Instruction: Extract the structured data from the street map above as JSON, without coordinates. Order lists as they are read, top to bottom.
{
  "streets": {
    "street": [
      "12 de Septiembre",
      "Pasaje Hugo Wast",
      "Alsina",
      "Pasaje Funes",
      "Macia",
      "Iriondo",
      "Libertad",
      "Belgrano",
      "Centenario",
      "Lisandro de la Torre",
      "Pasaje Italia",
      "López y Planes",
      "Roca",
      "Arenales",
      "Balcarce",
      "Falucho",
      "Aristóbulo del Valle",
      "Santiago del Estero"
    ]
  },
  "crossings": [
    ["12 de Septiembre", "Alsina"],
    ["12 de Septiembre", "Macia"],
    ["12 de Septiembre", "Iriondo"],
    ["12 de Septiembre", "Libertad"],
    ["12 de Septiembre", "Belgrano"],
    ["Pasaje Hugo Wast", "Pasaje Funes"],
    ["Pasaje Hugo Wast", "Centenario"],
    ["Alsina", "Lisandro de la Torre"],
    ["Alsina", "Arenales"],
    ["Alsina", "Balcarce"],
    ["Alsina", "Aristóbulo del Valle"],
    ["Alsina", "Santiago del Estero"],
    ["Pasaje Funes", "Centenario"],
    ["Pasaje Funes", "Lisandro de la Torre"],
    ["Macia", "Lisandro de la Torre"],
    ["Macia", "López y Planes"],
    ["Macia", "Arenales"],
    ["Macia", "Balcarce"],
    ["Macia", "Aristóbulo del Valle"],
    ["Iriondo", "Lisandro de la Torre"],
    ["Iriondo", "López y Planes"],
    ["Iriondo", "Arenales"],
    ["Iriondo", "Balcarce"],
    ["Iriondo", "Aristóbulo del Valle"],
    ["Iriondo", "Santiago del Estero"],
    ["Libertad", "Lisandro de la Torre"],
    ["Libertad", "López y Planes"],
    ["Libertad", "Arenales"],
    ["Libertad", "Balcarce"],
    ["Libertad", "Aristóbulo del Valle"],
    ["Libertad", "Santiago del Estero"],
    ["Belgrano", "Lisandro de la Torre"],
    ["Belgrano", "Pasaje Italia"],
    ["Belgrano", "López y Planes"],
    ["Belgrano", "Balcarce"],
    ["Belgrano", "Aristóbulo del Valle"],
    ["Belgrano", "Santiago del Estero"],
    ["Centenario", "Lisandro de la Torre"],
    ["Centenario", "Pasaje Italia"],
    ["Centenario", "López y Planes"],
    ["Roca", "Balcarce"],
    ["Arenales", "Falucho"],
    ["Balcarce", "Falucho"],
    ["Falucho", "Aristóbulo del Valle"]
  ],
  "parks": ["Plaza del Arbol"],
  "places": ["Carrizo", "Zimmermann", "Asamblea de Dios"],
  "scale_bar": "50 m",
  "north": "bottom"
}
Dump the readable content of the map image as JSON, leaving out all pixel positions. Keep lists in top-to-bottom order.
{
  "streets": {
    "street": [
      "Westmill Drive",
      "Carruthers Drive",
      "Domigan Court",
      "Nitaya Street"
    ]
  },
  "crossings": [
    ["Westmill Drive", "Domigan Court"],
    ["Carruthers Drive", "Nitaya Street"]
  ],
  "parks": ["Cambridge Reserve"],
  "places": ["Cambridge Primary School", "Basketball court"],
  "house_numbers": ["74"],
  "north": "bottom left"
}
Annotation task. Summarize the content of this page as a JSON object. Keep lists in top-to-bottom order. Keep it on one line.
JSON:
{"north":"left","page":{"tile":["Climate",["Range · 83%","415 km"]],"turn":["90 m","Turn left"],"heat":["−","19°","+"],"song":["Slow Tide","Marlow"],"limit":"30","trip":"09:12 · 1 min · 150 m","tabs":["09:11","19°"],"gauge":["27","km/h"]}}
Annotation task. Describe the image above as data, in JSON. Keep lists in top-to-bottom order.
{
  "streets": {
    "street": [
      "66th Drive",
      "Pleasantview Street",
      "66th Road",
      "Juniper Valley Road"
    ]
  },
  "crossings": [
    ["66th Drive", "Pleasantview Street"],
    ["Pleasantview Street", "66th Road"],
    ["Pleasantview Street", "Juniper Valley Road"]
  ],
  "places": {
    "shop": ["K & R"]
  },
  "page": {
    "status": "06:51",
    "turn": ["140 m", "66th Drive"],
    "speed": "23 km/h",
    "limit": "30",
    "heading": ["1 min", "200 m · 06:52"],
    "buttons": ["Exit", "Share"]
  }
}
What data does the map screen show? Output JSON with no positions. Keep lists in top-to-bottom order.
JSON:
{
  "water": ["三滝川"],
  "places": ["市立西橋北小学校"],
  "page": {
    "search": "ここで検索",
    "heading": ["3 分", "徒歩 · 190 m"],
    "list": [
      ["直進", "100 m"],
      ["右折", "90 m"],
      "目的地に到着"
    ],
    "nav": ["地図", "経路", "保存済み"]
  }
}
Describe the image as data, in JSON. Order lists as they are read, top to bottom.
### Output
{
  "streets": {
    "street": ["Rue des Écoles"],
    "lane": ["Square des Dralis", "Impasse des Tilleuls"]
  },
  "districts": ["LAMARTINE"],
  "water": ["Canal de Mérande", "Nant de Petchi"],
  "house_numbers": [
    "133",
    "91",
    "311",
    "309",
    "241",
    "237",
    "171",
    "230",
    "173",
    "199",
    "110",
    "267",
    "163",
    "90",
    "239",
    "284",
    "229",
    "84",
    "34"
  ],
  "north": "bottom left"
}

· · ·

_HOW TO COMPLETE THIS TASK_: Using the material above, transcribe exactly the lines from the line with "Dump the readable" to the line with "Annotation task. Summarize"; both count, and nothing else goes in.

_YOUR SOLUTION_:
Dump the readable content of the map image as JSON, leaving out all pixel positions. Keep lists in top-to-bottom order.
{
  "streets": {
    "street": [
      "Westmill Drive",
      "Carruthers Drive",
      "Domigan Court",
      "Nitaya Street"
    ]
  },
  "crossings": [
    ["Westmill Drive", "Domigan Court"],
    ["Carruthers Drive", "Nitaya Street"]
  ],
  "parks": ["Cambridge Reserve"],
  "places": ["Cambridge Primary School", "Basketball court"],
  "house_numbers": ["74"],
  "north": "bottom left"
}
Annotation task. Summarize the content of this page as a JSON object. Keep lists in top-to-bottom order. Keep it on one line.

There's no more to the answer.